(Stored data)
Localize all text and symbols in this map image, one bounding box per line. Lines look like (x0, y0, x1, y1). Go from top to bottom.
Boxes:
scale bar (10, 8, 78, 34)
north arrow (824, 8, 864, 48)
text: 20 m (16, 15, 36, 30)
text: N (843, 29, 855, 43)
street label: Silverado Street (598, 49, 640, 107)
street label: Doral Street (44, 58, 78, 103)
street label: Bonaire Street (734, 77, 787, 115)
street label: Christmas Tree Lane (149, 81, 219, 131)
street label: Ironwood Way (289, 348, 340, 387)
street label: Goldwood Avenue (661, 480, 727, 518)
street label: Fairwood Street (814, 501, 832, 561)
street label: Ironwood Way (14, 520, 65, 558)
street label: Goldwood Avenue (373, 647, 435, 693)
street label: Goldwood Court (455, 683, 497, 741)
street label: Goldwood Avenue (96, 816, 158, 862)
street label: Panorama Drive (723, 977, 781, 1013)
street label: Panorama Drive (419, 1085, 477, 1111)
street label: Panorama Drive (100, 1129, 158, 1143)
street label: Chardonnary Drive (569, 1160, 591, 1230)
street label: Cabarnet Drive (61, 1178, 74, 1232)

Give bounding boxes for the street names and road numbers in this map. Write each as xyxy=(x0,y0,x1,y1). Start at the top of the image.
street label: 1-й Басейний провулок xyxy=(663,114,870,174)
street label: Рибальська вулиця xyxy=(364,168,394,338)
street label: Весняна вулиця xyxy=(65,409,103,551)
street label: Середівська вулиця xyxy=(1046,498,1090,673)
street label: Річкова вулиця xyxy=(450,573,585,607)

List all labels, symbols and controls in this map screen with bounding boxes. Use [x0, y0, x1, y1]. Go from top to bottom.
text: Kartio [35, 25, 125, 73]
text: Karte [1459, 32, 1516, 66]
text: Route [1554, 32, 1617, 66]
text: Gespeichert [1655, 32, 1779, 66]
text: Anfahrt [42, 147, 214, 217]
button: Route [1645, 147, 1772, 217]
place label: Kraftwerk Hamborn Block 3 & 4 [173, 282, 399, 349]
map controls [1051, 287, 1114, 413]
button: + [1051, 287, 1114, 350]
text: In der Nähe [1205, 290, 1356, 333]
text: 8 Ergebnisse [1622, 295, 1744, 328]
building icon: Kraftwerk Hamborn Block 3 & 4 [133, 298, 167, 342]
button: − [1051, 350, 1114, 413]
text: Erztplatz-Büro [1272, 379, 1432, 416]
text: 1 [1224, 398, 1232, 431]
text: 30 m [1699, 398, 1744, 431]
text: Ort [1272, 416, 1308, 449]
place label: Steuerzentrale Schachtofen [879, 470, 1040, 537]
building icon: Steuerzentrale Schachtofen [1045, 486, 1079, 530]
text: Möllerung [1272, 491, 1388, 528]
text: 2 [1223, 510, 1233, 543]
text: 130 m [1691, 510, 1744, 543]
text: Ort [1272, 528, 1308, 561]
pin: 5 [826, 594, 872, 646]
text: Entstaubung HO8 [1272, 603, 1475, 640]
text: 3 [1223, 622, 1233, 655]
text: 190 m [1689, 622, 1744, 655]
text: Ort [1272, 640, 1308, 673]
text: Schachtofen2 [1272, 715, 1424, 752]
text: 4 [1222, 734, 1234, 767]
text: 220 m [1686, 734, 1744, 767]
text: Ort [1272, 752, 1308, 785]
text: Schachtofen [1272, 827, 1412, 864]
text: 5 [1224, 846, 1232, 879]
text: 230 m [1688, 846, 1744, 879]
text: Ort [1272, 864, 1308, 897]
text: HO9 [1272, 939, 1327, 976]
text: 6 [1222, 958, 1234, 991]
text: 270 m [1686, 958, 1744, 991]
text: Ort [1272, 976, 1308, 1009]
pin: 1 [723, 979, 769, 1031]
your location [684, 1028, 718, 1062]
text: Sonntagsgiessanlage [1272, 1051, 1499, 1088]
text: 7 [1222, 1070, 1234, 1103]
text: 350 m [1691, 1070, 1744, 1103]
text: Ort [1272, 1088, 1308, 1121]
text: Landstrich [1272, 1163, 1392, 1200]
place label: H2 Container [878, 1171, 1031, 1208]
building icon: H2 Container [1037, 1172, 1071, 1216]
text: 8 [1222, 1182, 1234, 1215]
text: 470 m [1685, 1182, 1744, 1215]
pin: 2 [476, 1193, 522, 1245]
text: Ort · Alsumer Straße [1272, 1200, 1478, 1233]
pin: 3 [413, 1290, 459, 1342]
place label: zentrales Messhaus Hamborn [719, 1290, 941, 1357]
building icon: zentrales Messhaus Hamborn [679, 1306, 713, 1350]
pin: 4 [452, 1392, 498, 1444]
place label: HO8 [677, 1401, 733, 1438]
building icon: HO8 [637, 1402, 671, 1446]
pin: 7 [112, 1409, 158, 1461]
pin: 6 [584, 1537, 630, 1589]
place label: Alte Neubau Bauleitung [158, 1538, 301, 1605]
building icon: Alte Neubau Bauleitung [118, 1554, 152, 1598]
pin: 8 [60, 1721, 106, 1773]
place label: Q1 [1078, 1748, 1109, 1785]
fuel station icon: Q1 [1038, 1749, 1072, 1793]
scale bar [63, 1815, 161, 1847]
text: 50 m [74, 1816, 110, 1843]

◆ Problem details
Look through the entries above; copy each line where the string "Block" appears.

◆ The completed task
place label: Kraftwerk Hamborn Block 3 & 4 [173, 282, 399, 349]
building icon: Kraftwerk Hamborn Block 3 & 4 [133, 298, 167, 342]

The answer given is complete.